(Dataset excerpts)

[Start of Attachment]

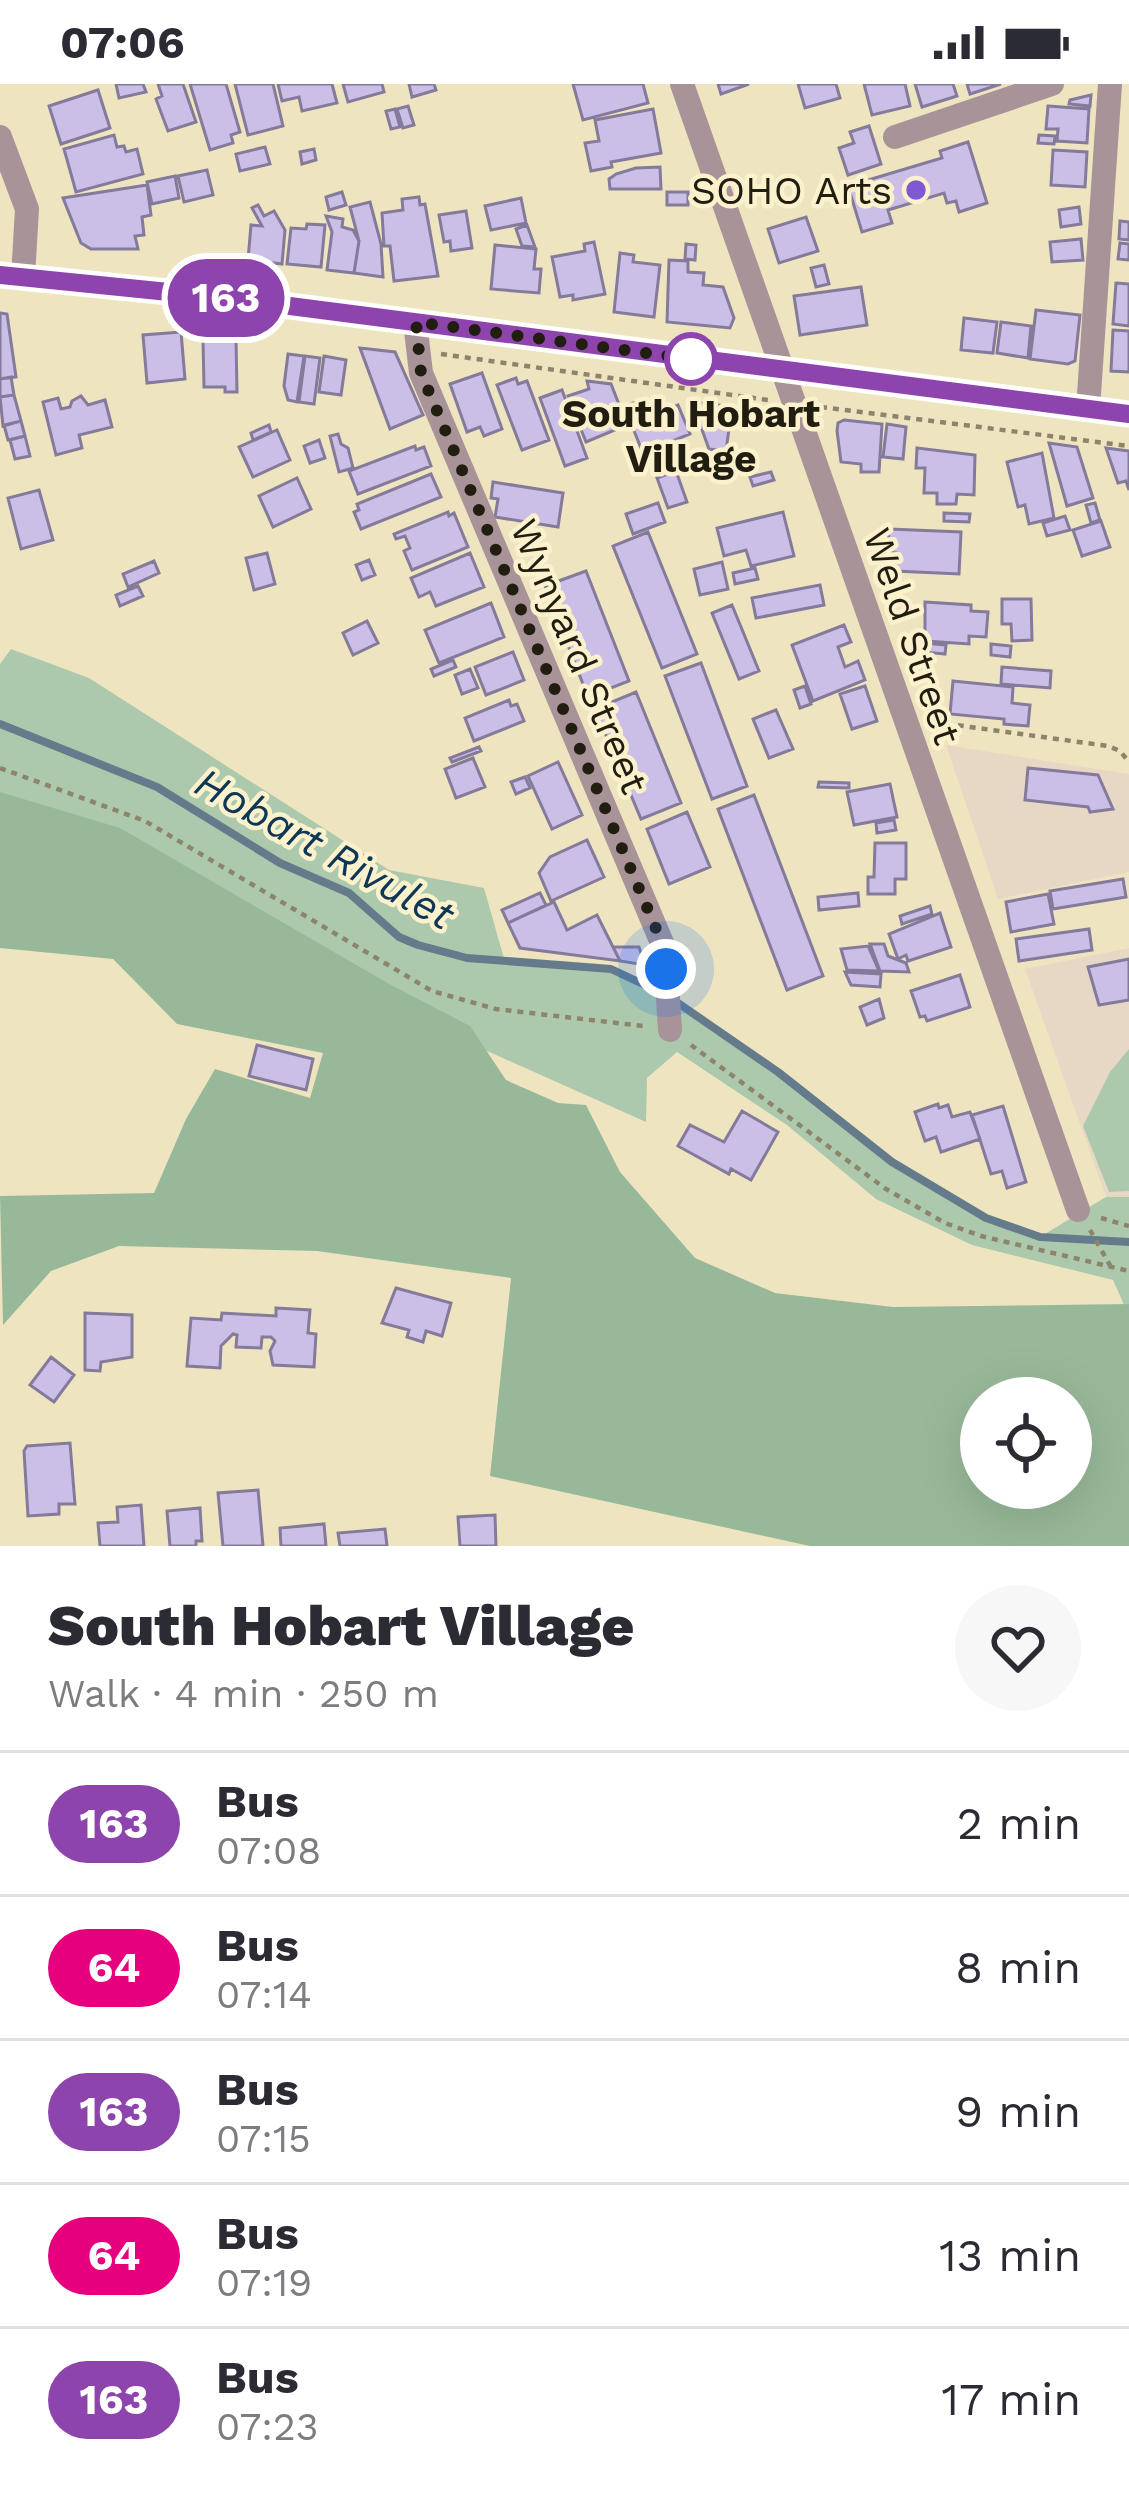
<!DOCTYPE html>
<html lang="en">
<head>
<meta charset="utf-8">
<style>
  :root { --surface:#fff; --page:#f7f7f7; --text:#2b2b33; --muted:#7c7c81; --line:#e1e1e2 }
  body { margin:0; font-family:"Work Sans",sans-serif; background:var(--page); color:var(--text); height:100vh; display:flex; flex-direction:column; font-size:45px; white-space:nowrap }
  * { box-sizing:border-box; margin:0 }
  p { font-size:39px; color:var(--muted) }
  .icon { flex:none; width:66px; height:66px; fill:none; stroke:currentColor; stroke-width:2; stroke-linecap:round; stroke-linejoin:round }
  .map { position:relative; height:1462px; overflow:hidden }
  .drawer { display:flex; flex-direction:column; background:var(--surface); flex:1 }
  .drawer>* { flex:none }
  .badge { padding:0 24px; border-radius:39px; font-size:42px; line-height:78px }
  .buttons { position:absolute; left:960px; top:1293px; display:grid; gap:24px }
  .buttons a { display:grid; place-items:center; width:132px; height:132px; border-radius:50%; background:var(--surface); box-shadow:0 12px 48px #0002; font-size:60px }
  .you { position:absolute; width:60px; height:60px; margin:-30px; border:9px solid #fff; border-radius:50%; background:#1a73e8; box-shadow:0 0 0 18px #1a73e833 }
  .map>.badge { position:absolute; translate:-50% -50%; box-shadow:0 0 0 6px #fff }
  .round { display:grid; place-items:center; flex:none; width:126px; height:126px; border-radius:63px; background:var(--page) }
  .headline { display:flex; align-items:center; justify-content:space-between; height:204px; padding:0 48px }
  h1 { font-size:57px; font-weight:800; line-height:90px }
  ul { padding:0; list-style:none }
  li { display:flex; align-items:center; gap:36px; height:144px; padding:0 48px; border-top:3px solid var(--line) }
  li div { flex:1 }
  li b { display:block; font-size:45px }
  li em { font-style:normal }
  li .badge { min-width:132px; font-weight:700; text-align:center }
  .status { display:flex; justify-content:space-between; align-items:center; height:84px; padding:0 60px; background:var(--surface); direction:ltr }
  .status svg { height:33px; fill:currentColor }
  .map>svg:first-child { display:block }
</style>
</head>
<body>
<div class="status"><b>07:06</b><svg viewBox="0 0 49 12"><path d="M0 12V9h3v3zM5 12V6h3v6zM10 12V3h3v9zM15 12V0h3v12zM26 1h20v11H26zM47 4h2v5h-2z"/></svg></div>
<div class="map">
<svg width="1129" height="1462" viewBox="0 0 1129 1462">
  <rect width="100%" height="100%" fill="#efe4c0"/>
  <path fill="#e7d8c5" d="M946,661L1129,690V788L998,815Z
    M1129,864V1113H1106L1025,885Z"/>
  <path fill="#acc9ad" d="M11,565L89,594L389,786L484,804L505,878C541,881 580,877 615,887C653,897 685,925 717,946C828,1021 911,1107 1040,1153L1106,1113H1129V1232L1113,1196L972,1161L876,1115L787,1041L677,968L647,994L646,1038L0,749V580Z
    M1129,965V1107L1109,1108L1083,1042L1110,988Z"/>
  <path fill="#98b999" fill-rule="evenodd" d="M0,708L120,744L391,901L470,942L506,996L558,1019L586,1021L620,1088L695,1174L775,1209L893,1223L1129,1220V1462H810L490,1392L511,1194L317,1167L119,1162L51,1187L3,1241L0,1112L154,1109L186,1035L215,985L310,1014L323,969L177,940L113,875L0,864ZM981,1314H1071V1404H981Z"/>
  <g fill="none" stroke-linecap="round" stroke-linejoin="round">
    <path stroke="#647b8c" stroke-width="8" d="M0,640L157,703L280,779L349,809L399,853L418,861L467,874L611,885L662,909
      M675,917L778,988L892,1078L986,1134L1040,1153L1129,1158"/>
  </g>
  <path fill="#cbbfe8" stroke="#847a9a" stroke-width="3" d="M116,0H143L146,8L119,14Z
    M158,0H183L196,38L168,47L156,15L162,12Z
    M190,0H226L240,48L231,51L233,59L210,66Z
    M235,0H273L283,42L248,51Z
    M278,0H332L337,19L302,27L299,13L282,17Z
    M343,0H382L384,8L348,18Z
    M409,0H434L436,6L412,13Z
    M573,0H643L648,19L583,36Z
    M718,0H749L721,10Z
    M798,0H836L840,14L805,24Z
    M864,0H905L910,22L872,31Z
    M915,0H953L957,12L922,23Z
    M967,0H1001L970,10Z
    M98,6L110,44L61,60L49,22Z
    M1091,11L1090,22L1069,20L1070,16Z
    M408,22L414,41L403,44L397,25Z
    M1048,22L1089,25L1087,59L1057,57L1058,45H1046Z
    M395,25L400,43L391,45L386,27Z
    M653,25L661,69L611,78L612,83L591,87L585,59L599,57L595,36Z
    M869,42L881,80L848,91L839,64L854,59L850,48Z
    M114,51L117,63L124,62L126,68L137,65L143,90L76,108L64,65Z
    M1039,51L1055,52L1054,60L1038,59Z
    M968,58L987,119L959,128L956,117L947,119L944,109L888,126L892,139L862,148L848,102L942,74L940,67Z
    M265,63L270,80L240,87L236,70Z
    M314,65L316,76L302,80L300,68Z
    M1053,66L1087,68L1085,103L1051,101Z
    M660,83L661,105H610L609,95L616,90L636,84Z
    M207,86L213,111L184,118L178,92Z
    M175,92L179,114L152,120L147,98Z
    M147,101L151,131L142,133L144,151L135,152L138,165H91L81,159L63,114Z
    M342,108L346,121L329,126L326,113Z
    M667,108H688V121H667Z
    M419,113L420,121L425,120L438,192L394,197L390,162H384L382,129L403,126L402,115Z
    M521,114L526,139L491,146L485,122Z
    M370,118L381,160L383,193L354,189L359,157L350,123Z
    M258,121L264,132L274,127L285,146L282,180L248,176L251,141L262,142L252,124Z
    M1079,123L1081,140L1061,143L1059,126Z
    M466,127L472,164L451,167L450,157L444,158L439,131Z
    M326,132L343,135L342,143L353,146L359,157L354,189L327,186L332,148Z
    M806,133L818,167L779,179L768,145Z
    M1120,137L1129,138V156L1119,155Z
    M307,140L325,141L321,183L287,180L291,144L306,145Z
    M527,141L535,163L522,162L516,145Z
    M1081,155L1083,176L1052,178L1050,158Z
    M594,158L605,210L573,216V211L560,213L552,173L585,167L584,160Z
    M1120,159L1129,160V176L1118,175Z
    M686,160L696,161L695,176L685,175Z
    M495,161L536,165L534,185H541L539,209L491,205Z
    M620,169L634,171L633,178L660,181L654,233L614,228Z
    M669,176L688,177V188L704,189L703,201L723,203L734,234L730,244L667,238Z
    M824,181L829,200L816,203L811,184Z
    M1116,199L1129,200V242L1113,240Z
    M861,203L867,241L800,251L794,212Z
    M1036,226L1080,231L1075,277L1068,280L1030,275Z
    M0,229L7,230L16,293L0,295Z
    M964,234L997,238L993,269L961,266Z
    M1001,238L1031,242L1028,274L997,269Z
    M1113,246L1129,247V288L1111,287Z
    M181,248L185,295L147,299L143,251Z
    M236,255L237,308H225V303H204L203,256Z
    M360,264L395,268L423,331L390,345Z
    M288,270L304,272L297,318L288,316L284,302Z
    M305,272L320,274L314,320L299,318Z
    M324,272L346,276L341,311L319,308Z
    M482,289L502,345L484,352L480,343L467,348L450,300Z
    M11,293L14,311L0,313V295Z
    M516,294L518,300L527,297L549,356L522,366L497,301Z
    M587,297L611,300L627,341L586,358L568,312L589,305Z
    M562,306L587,374L565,382L540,314Z
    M14,311L21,337L3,342L0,313Z
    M81,312L88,321L105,316L112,343L79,351L82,364L56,371L43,318L58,314L61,325L70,323L72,317Z
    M639,317L643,326L661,318L664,327L678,321L690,350L643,369L624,322Z
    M698,318L732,323L726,367L709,365L701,343L695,342Z
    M844,336L882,340L879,388H861V380L841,378L837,347L838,339Z
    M21,337L25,352L8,356L4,341Z
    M887,340L906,343L903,375L883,373Z
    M269,341L271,348L253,356L251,349Z
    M277,346L290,376L253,393L239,363Z
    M338,350L341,360L348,364L353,384L339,388L330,352Z
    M25,352L30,372L15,375L10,356Z
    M319,356L325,374L310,379L304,362Z
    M1049,359L1077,363L1093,414L1067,422Z
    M415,362L416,366L424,363L431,382L358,410L349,387Z
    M917,364L975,371L974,411L957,410L956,420H937V409H924L925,384H916Z
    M1106,364L1129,367V406L1126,397L1118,399Z
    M1042,369L1054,434L1029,440L1025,421L1018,423L1007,378Z
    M676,387L687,418L668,424L657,394Z
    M771,388L774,396L753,402L750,393Z
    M431,390L441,413L361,445L354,428L359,426L357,420Z
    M297,394L311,425L273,443L259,412Z
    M493,398L563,409L558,443L495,433L498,415L491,414Z
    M39,406L53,456L21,465L8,414Z
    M658,419L665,438L633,450L626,430Z
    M1095,419L1100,436L1091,439L1086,421Z
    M448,428L449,432L454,429L468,463L412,486L404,467L410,464L405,452L396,455L394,450Z
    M783,428L794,472L751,482L746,466L724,472L717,444Z
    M944,429L970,430L969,438L944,437Z
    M1065,432L1070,446L1047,452L1043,439Z
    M1101,437L1110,463L1082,472L1073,446Z
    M889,445L961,448L959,490L895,487L896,469L888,468Z
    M648,448L697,570L662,584L613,462Z
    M267,469L275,500L254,506L246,474Z
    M470,469L484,503L436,522L430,508L419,513L411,494Z
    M369,476L375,491L362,496L356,481Z
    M154,477L159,489L128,503L123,490Z
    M722,478L728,505L700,511L694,485Z
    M755,484L758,495L735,500L733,489Z
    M586,487L629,597L588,613L545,502Z
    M820,501L824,521L756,534L752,514Z
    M138,502L143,512L120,522L116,511Z
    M1002,515H1031L1032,556L1012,557L1011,540H1002Z
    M925,518L971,521V527L988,528L986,553L969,552V560L925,557Z
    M491,519L504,553L439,579L425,546Z
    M732,521L759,587L739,595L712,529Z
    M367,537L378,559L353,571L343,549Z
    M844,541L851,558L838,563L845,583L858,577L865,596L813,617L792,561Z
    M924,559L946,561L945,570L924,568Z
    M991,560L1011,562L1010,573L991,571Z
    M513,568L524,596L486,611L475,583Z
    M453,576L456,583L434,592L431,585Z
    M701,579L747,702L712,715L665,592Z
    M1002,583L1051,587L1050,604L1001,600Z
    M470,585L478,604L462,610L455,591Z
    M953,597L1013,603L1012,619L1030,621L1028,642L1004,640V635L950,630Z
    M805,602L811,620L800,624L794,606Z
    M865,602L877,637L852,645L840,610Z
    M636,608L681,719L641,735L595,625Z
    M509,616L511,622L517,620L524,637L474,657L465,634Z
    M776,626L793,665L769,674L753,635Z
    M479,663L481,667L452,678L450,674Z
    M473,674L485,703L456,714L445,685Z
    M558,678L582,731L552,745L528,692Z
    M1028,684L1098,691L1113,725L1090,728L1088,723L1025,716Z
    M525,693L530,704L516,710L511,698Z
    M819,698L849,699V704L818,703Z
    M890,700L897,733L854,741L847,708Z
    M754,711L823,892L787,906L718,725Z
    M687,728L710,783L669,800L647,745Z
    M894,736L896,746L877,749L876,739Z
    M587,756L604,793L551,817L539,789L550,773Z
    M875,759H906V795H895V810H868V793H874Z
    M1123,795L1126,813L1053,825L1050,807Z
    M540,809L546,821L508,839L502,826Z
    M858,809L859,822L819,826L818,813Z
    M1048,810L1054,840L1011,848L1006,818Z
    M554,818L567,846L597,831L620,877L520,864L508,839Z
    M930,822L932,830L902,840L900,832Z
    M940,829L951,863L908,877L906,871L898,875L889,850Z
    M1089,845L1092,866L1019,877L1016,855Z
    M870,860H884L888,872L906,879L909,888L880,887Z
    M868,862L879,887L847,886L841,865Z
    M613,863H639L645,881L620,877Z
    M1129,875V916L1099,921L1088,883Z
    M845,888L881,890L880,903L851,901Z
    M960,891L970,923L927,937L925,932L920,933L911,907Z
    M879,915L884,934L867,941L860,923Z
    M257,961L313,975L306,1006L249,992Z
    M938,1020L939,1024L948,1021L952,1033L970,1028L980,1055L941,1068L936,1053L925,1057L915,1028Z
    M1003,1022L1026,1098L1007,1104L1002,1087L991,1090L972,1031Z
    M742,1027L778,1048L751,1096L731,1085L729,1090L678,1062L690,1041L724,1058Z
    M396,1204L451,1219L442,1252L426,1247L423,1258L407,1253L409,1246L382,1239Z
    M276,1224L310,1226L308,1249L316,1250L314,1283L273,1281L270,1267L275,1257L271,1253H262L261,1264L236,1263L237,1251L233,1250L221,1262L220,1284L187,1282L191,1234L221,1236L222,1229L276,1232Z
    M85,1229L132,1231V1273L101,1278L100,1287L85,1286Z
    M51,1273L74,1291L54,1318L30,1301Z
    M70,1359L75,1420H59V1430L28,1432L24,1367L27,1362Z
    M258,1406L263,1462H223L218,1409Z
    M141,1421L144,1462H100L98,1439L118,1438L117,1423Z
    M200,1424L202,1457H196V1462H170L167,1427Z
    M495,1431L496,1462H460L458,1433Z
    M324,1440L326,1462H281L280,1444Z
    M385,1445L387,1462H340L338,1449Z"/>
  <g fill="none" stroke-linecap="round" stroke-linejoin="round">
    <path stroke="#8c846b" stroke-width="4.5" stroke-dasharray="6 6" stroke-linecap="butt" d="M441,270L768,316
      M821,323L1129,362
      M934,638L1108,662L1120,667L1129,678
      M0,684L145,737L432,907L496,925L643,942
      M691,961L886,1105L945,1139L981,1152L1129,1187
      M1101,1134L1129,1142
      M1090,1146L1111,1183"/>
    <path stroke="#a89398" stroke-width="24" d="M682,0L1078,1126
      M0,53L27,125L23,193
      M895,53L1052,0
      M0,191L252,218L1129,330
      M415,238L421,289L665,866L670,946
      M1088,325L1110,0"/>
  </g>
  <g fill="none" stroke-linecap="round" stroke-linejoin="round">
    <g stroke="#fff" stroke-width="27">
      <path id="line" d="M0,191L228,214L1129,330"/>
    </g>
    <use href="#line" stroke="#8e44ad" stroke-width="18"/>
    <path stroke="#211d10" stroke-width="12" stroke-dasharray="0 21.6" d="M666,885L665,866L421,289L416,238L691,275"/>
  </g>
  <circle fill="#7e59d3" stroke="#fcf1cd" stroke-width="4.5" cx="916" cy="106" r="12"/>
  <circle fill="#fff" stroke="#8e44ad" stroke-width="6" cx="691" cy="275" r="24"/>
  <g text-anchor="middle" stroke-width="9" stroke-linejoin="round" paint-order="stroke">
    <g font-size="39" fill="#211d10" stroke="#fcf1cd" text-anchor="end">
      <text x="892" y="120">SOHO Arts</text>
    </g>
    <g font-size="39" font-weight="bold" fill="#211d10" stroke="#fcf1cd">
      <text x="691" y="343">South Hobart<tspan x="691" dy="45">Village</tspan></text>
    </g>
    <g font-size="39" fill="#211d10" stroke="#fcf1cd">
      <text transform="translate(913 552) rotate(71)" y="14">Weld Street</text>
      <text transform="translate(580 572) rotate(67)" y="14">Wynyard Street</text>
    </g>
    <g font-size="42" font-style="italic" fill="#0d3755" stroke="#fcf1cd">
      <text transform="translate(325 764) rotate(29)" y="15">Hobart Rivulet</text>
    </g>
  </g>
</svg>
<div class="buttons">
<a><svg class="icon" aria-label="locate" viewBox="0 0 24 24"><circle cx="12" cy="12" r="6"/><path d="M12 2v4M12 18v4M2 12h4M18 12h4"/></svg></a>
</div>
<div class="you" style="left:666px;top:885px"></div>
<b class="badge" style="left:226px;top:214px;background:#8e44ad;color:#fff">163</b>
</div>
<section class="drawer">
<div class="headline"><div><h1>South Hobart Village</h1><p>Walk · 4 min · 250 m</p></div><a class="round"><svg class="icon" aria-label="heart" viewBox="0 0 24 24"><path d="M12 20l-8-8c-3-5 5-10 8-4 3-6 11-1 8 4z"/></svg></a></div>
<ul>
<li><span class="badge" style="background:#8e44ad;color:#fff">163</span><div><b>Bus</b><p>07:08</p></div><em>2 min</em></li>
<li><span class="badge" style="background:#e6007e;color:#fff">64</span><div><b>Bus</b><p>07:14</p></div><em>8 min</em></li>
<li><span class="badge" style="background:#8e44ad;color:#fff">163</span><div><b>Bus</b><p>07:15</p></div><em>9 min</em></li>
<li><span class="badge" style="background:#e6007e;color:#fff">64</span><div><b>Bus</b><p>07:19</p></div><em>13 min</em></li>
<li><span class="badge" style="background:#8e44ad;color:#fff">163</span><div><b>Bus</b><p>07:23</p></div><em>17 min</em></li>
</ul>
</section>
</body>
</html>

[End of Attachment]

**What you will do:**
Set aside each line above that includes the string "margin" and report it.

**Response:**
  body { margin:0; font-family:"Work Sans",sans-serif; background:var(--page); color:var(--text); height:100vh; display:flex; flex-direction:column; font-size:45px; white-space:nowrap }
  * { box-sizing:border-box; margin:0 }
  .you { position:absolute; width:60px; height:60px; margin:-30px; border:9px solid #fff; border-radius:50%; background:#1a73e8; box-shadow:0 0 0 18px #1a73e833 }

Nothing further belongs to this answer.